What is being asked:
For every line in the entries that contains "minor", show the whole line.

(Saved data entries)
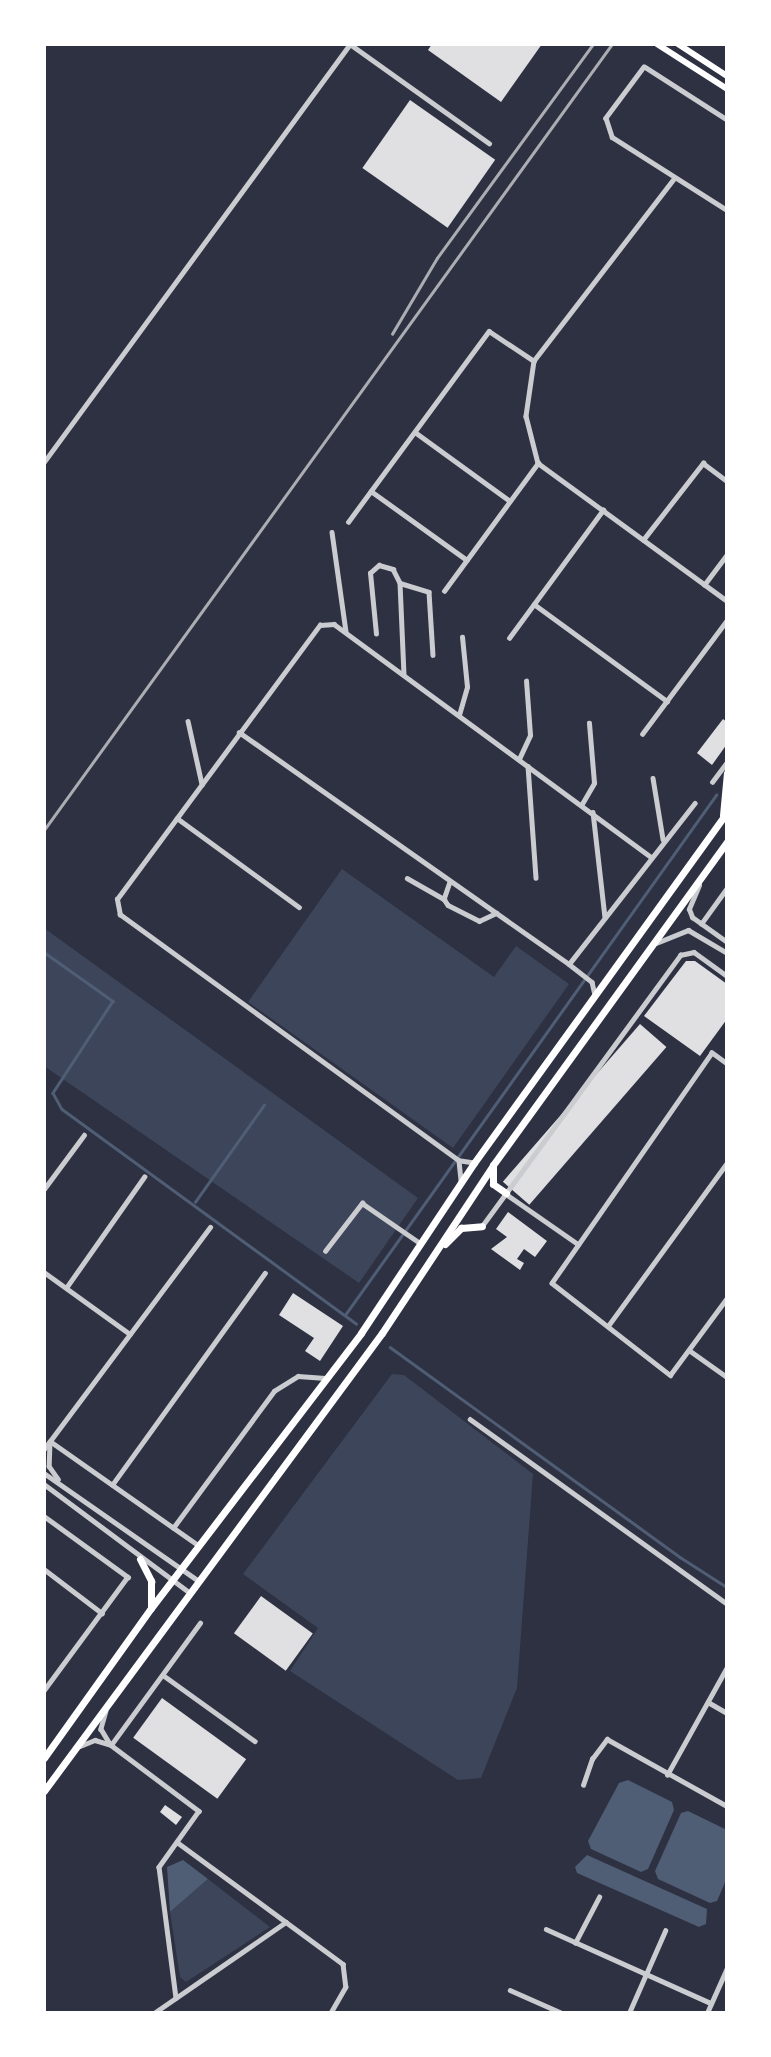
<!DOCTYPE html>
<html>
<head>
<meta charset="utf-8">
<style>
  body { margin:0 }
  #map { position:relative; width:771px; height:2057px; overflow:hidden; background:#2d3142; font-family:"Roboto Condensed",sans-serif }
  div>[style] { position:absolute }
  [style*='--x'] { left:calc(var(--x)*1px); top:calc(var(--y)*1px); width:calc(var(--w)*1px); rotate:calc(var(--a)*1deg) }
  .green>* { inset:0; background:#3c4559 }
  .water>* { inset:0; background:#4f5d75 }
  .stream>* { height:2.5px; margin:-1.25px; padding:0 1.25px; transform-origin:1.25px; border-radius:1.25px; background:#4f5d75 }
  .building>* { inset:0; background:#e0e0e3; transform-origin:0 0 }
  .minor>* { height:4.5px; margin:-2.25px; padding:0 2.25px; transform-origin:2.25px; border-radius:2.25px; background:#caccd0 }
  .tertiary>* { height:5px; margin:-2.5px; padding:0 2.5px; transform-origin:2.5px; border-radius:2.5px; background:#caccd0 }
  .primary>* { height:6px; margin:-3px; padding:0 3px; transform-origin:3px; border-radius:3px; background:#fff }
  .motorway>* { height:7px; margin:-3.5px; padding:0 3.5px; transform-origin:3.5px; border-radius:3.5px; background:#fff }
  .rail>* { height:2.5px; margin:-1.25px; padding:0 1.25px; transform-origin:1.25px; border-radius:1.25px; background:#abadb3 }
  span { translate:-50% -50%; white-space:nowrap; text-align:center; line-height:1.15; -webkit-text-stroke:7px #fff; paint-order:stroke }
  .frame { position:absolute; inset:0; border:46px solid #fff; pointer-events:none }
</style>
</head>
<body>
<div id="map">
  <div class="green">
    <i style="clip-path:polygon(342px 869px,494px 977px,516px 946px,569px 984px,453px 1148px,248px 1002px)"></i>
    <i style="clip-path:polygon(44px 928px,418px 1198px,359px 1283px,44px 1066px)"></i>
    <i style="clip-path:polygon(392px 1374px,404px 1375px,533px 1474px,517px 1688px,481px 1778px,458px 1780px,290px 1671px,318px 1628px,243px 1574px)"></i>
    <i style="clip-path:polygon(208px 1879px,270px 1927px,186px 1982px,180px 1977px,170px 1912px)"></i>
  </div>
  <div class="water">
    <i style="clip-path:polygon(628px 1780px,672px 1802px,674px 1810px,648px 1869px,641px 1872px,591px 1849px,588px 1841px,619px 1783px)"></i>
    <i style="clip-path:polygon(688px 1811px,727px 1830px,727px 1878px,717px 1901px,710px 1903px,658px 1879px,655px 1871px,681px 1813px)"></i>
    <i style="clip-path:polygon(587px 1855px,707px 1909px,706px 1924px,699px 1927px,577px 1873px,575px 1867px)"></i>
    <i style="clip-path:polygon(183px 1860px,208px 1879px,170px 1912px,167px 1867px)"></i>
  </div>
  <div class="stream">
    <i style="--x:44;--y:952;--w:85;--a:35.4"></i>
    <i style="--x:113;--y:1001;--w:110;--a:123.1"></i>
    <i style="--x:53;--y:1093;--w:18;--a:61"></i>
    <i style="--x:62;--y:1109;--w:364;--a:36.1"></i>
    <i style="--x:195;--y:1202;--w:119;--a:-54.6"></i>
    <i style="--x:345;--y:1315;--w:639;--a:-54.49"></i>
    <i style="--x:390;--y:1347;--w:358;--a:35.9"></i>
    <i style="--x:680;--y:1557;--w:56;--a:32.6"></i>
  </div>
  <div class="building">
    <i style="clip-path:polygon(432px 44px,542px 44px,501px 102px,428px 50px)"></i>
    <i style="left:410px;top:100px;width:104px;height:83px;rotate:35deg"></i>
    <i style="clip-path:polygon(723px 719px,727px 722px,727px 744px,712px 765px,697px 753px)"></i>
    <i style="clip-path:polygon(686px 961px,695px 961px,727px 984px,727px 1019px,700px 1056px,644px 1016px)"></i>
    <i style="left:640px;top:1024px;width:35px;height:209px;rotate:41deg"></i>
    <i style="clip-path:polygon(508px 1212px,547px 1241px,535px 1257px,524px 1249px,517px 1259px,524px 1263px,520px 1270px,491px 1249px,507px 1237px,496px 1229px)"></i>
    <i style="clip-path:polygon(293px 1293px,343px 1326px,320px 1361px,305px 1351px,314px 1338px,279px 1315px)"></i>
    <i style="left:261px;top:1596px;width:64px;height:46px;rotate:36deg"></i>
    <i style="left:162px;top:1698px;width:104px;height:49px;rotate:36deg"></i>
    <i style="clip-path:polygon(165px 1805px,182px 1817px,176px 1825px,160px 1812px)"></i>
  </div>
  <div class="minor">
    <i style="--x:350;--y:44;--w:171;--a:35.5"></i>
    <i style="--x:727;--y:120;--w:98;--a:-147.4"></i>
    <i style="--x:644;--y:67;--w:64;--a:126.7"></i>
    <i style="--x:606;--y:118;--w:20;--a:72"></i>
    <i style="--x:612;--y:137;--w:136;--a:32.4"></i>
    <i style="--x:675;--y:178;--w:231;--a:127.6"></i>
    <i style="--x:534;--y:361;--w:56;--a:98.3"></i>
    <i style="--x:526;--y:416;--w:49;--a:75.7"></i>
    <i style="--x:538;--y:463;--w:234;--a:36.1"></i>
    <i style="--x:415;--y:432;--w:117;--a:36"></i>
    <i style="--x:44;--y:462;--w:518;--a:-53.79"></i>
    <i style="--x:371;--y:491;--w:118;--a:35.7"></i>
    <i style="--x:348;--y:522;--w:237;--a:-53.6"></i>
    <i style="--x:489;--y:331;--w:54;--a:33.7"></i>
    <i style="--x:332;--y:532;--w:101;--a:82"></i>
    <i style="--x:643;--y:540;--w:98;--a:-52.1"></i>
    <i style="--x:703;--y:463;--w:30;--a:37"></i>
    <i style="--x:400;--y:583;--w:30;--a:17"></i>
    <i style="--x:429;--y:592;--w:63;--a:86.4"></i>
    <i style="--x:704;--y:585;--w:39;--a:-53"></i>
    <i style="--x:444;--y:591;--w:159;--a:-53.7"></i>
    <i style="--x:534;--y:604;--w:165;--a:36.1"></i>
    <i style="--x:376;--y:634;--w:61;--a:-95.6"></i>
    <i style="--x:370;--y:573;--w:12;--a:-42"></i>
    <i style="--x:379;--y:565;--w:15;--a:16"></i>
    <i style="--x:393;--y:569;--w:16;--a:63"></i>
    <i style="--x:400;--y:583;--w:92;--a:87.5"></i>
    <i style="--x:509;--y:638;--w:159;--a:-53.7"></i>
    <i style="--x:459;--y:715;--w:29;--a:-74"></i>
    <i style="--x:467;--y:687;--w:50;--a:-95.7"></i>
    <i style="--x:188;--y:721;--w:65;--a:77.5"></i>
    <i style="--x:239;--y:732;--w:403;--a:35.1"></i>
    <i style="--x:569;--y:964;--w:29;--a:38"></i>
    <i style="--x:592;--y:982;--w:13;--a:77"></i>
    <i style="--x:642;--y:734;--w:142;--a:-53.3"></i>
    <i style="--x:519;--y:759;--w:26;--a:-65"></i>
    <i style="--x:530;--y:735;--w:54;--a:-94.2"></i>
    <i style="--x:528;--y:766;--w:112;--a:85.9"></i>
    <i style="--x:653;--y:778;--w:62;--a:80.7"></i>
    <i style="--x:712;--y:782;--w:25;--a:-53"></i>
    <i style="--x:582;--y:804;--w:24;--a:-60"></i>
    <i style="--x:594;--y:783;--w:60;--a:-94.8"></i>
    <i style="--x:593;--y:812;--w:106;--a:83.5"></i>
    <i style="--x:177;--y:818;--w:151;--a:36.1"></i>
    <i style="--x:407;--y:878;--w:43;--a:29.6"></i>
    <i style="--x:450;--y:882;--w:18;--a:109"></i>
    <i style="--x:444;--y:899;--w:7;--a:56"></i>
    <i style="--x:448;--y:905;--w:35;--a:27"></i>
    <i style="--x:479;--y:921;--w:19;--a:-25"></i>
    <i style="--x:701;--y:924;--w:44;--a:-54.2"></i>
    <i style="--x:569;--y:964;--w:204;--a:-52"></i>
    <i style="--x:727;--y:1064;--w:19;--a:-144"></i>
    <i style="--x:712;--y:1053;--w:280;--a:124.8"></i>
    <i style="--x:552;--y:1283;--w:150;--a:37.9"></i>
    <i style="--x:670;--y:1375;--w:96;--a:-53.5"></i>
    <i style="--x:459;--y:1161;--w:20;--a:84"></i>
    <i style="--x:474;--y:1163;--w:15;--a:-172"></i>
    <i style="--x:459;--y:1161;--w:419;--a:-144"></i>
    <i style="--x:120;--y:915;--w:16;--a:-101"></i>
    <i style="--x:117;--y:899;--w:341;--a:-53.5"></i>
    <i style="--x:320;--y:625;--w:14;--a:-4"></i>
    <i style="--x:334;--y:624;--w:393;--a:36.3"></i>
    <i style="--x:44;--y:1189;--w:67;--a:-53.5"></i>
    <i style="--x:506;--y:1194;--w:88;--a:34.8"></i>
    <i style="--x:482;--y:1226;--w:336;--a:-53.8"></i>
    <i style="--x:680;--y:955;--w:14;--a:-12"></i>
    <i style="--x:694;--y:952;--w:41;--a:36"></i>
    <i style="--x:325;--y:1251;--w:61;--a:-52.4"></i>
    <i style="--x:362;--y:1203;--w:70;--a:34.6"></i>
    <i style="--x:44;--y:1272;--w:106;--a:35.8"></i>
    <i style="--x:66;--y:1288;--w:136;--a:-54.9"></i>
    <i style="--x:608;--y:1326;--w:202;--a:-53.9"></i>
    <i style="--x:689;--y:1350;--w:47;--a:35.4"></i>
    <i style="--x:470;--y:1419;--w:317;--a:35.7"></i>
    <i style="--x:50;--y:1441;--w:181;--a:35.1"></i>
    <i style="--x:50;--y:1442;--w:24;--a:92"></i>
    <i style="--x:49;--y:1466;--w:16;--a:55"></i>
    <i style="--x:44;--y:1449;--w:277;--a:-53.2"></i>
    <i style="--x:44;--y:1473;--w:189;--a:34.9"></i>
    <i style="--x:44;--y:1484;--w:182;--a:36.7"></i>
    <i style="--x:112;--y:1485;--w:261;--a:-54.2"></i>
    <i style="--x:44;--y:1516;--w:104;--a:36"></i>
    <i style="--x:128;--y:1577;--w:142;--a:126.4"></i>
    <i style="--x:173;--y:1528;--w:170;--a:-53.6"></i>
    <i style="--x:274;--y:1391;--w:28;--a:-32"></i>
    <i style="--x:298;--y:1376;--w:27;--a:4"></i>
    <i style="--x:44;--y:1569;--w:73;--a:37.2"></i>
    <i style="--x:163;--y:1675;--w:113;--a:35.7"></i>
    <i style="--x:708;--y:1702;--w:22;--a:30"></i>
    <i style="--x:106;--y:1711;--w:19;--a:106"></i>
    <i style="--x:101;--y:1729;--w:17;--a:59"></i>
    <i style="--x:111;--y:1745;--w:151;--a:-53.9"></i>
    <i style="--x:80;--y:1746;--w:16;--a:-22"></i>
    <i style="--x:95;--y:1740;--w:17;--a:17"></i>
    <i style="--x:111;--y:1745;--w:110;--a:36.9"></i>
    <i style="--x:199;--y:1811;--w:69;--a:125.5"></i>
    <i style="--x:159;--y:1867;--w:132;--a:82.6"></i>
    <i style="--x:667;--y:1775;--w:124;--a:-60.9"></i>
    <i style="--x:583;--y:1785;--w:28;--a:-71"></i>
    <i style="--x:592;--y:1759;--w:25;--a:-53"></i>
    <i style="--x:607;--y:1739;--w:137;--a:29.2"></i>
    <i style="--x:177;--y:1842;--w:206;--a:36.3"></i>
    <i style="--x:343;--y:1964;--w:23;--a:83"></i>
    <i style="--x:346;--y:1987;--w:30;--a:120"></i>
    <i style="--x:546;--y:1929;--w:181;--a:24.2"></i>
    <i style="--x:575;--y:1943;--w:52;--a:-62.4"></i>
    <i style="--x:510;--y:1990;--w:57;--a:23.9"></i>
    <i style="--x:154;--y:2013;--w:160;--a:-34.6"></i>
    <i style="--x:629;--y:2013;--w:90;--a:-66.3"></i>
    <i style="--x:707;--y:2013;--w:49;--a:-66"></i>
  </div>
  <div class="tertiary">
    <i style="--x:699;--y:885;--w:26;--a:113"></i>
    <i style="--x:689;--y:909;--w:9;--a:69"></i>
    <i style="--x:692;--y:917;--w:43;--a:35.5"></i>
    <i style="--x:656;--y:943;--w:35;--a:-22"></i>
    <i style="--x:688;--y:930;--w:45;--a:30.5"></i>
  </div>
  <div class="primary">
    <i style="--x:657;--y:44;--w:83;--a:32.7"></i>
    <i style="--x:678;--y:44;--w:59;--a:33.1"></i>
  </div>
  <div class="motorway">
    <i style="--x:723;--y:815;--w:42;--a:-84.6"></i>
    <i style="--x:493;--y:1165;--w:19;--a:90"></i>
    <i style="--x:493;--y:1184;--w:16;--a:35"></i>
    <i style="--x:445;--y:1244;--w:23;--a:-45"></i>
    <i style="--x:461;--y:1228;--w:21;--a:-5"></i>
    <i style="--x:140;--y:1559;--w:25;--a:63"></i>
    <i style="--x:151;--y:1581;--w:26;--a:90"></i>
    <i style="--x:44;--y:1758;--w:184;--a:-54.5"></i>
    <i style="--x:151;--y:1608;--w:346;--a:-52.6"></i>
    <i style="--x:361;--y:1333;--w:204;--a:-56.4"></i>
    <i style="--x:474;--y:1163;--w:433;--a:-54.2"></i>
    <i style="--x:44;--y:1791;--w:569;--a:-53.57"></i>
    <i style="--x:382;--y:1333;--w:201;--a:-56.5"></i>
    <i style="--x:493;--y:1165;--w:399;--a:-54.1"></i>
  </div>
  <div class="rail">
    <i style="--x:392;--y:334;--w:88;--a:-59.4"></i>
    <i style="--x:437;--y:258;--w:265;--a:-53.9"></i>
    <i style="--x:44;--y:830;--w:970;--a:-54.15"></i>
  </div>
  <div class="frame"></div>
</div>
</body>
</html>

Response:
  .minor>* { height:4.5px; margin:-2.25px; padding:0 2.25px; transform-origin:2.25px; border-radius:2.25px; background:#caccd0 }
  <div class="minor">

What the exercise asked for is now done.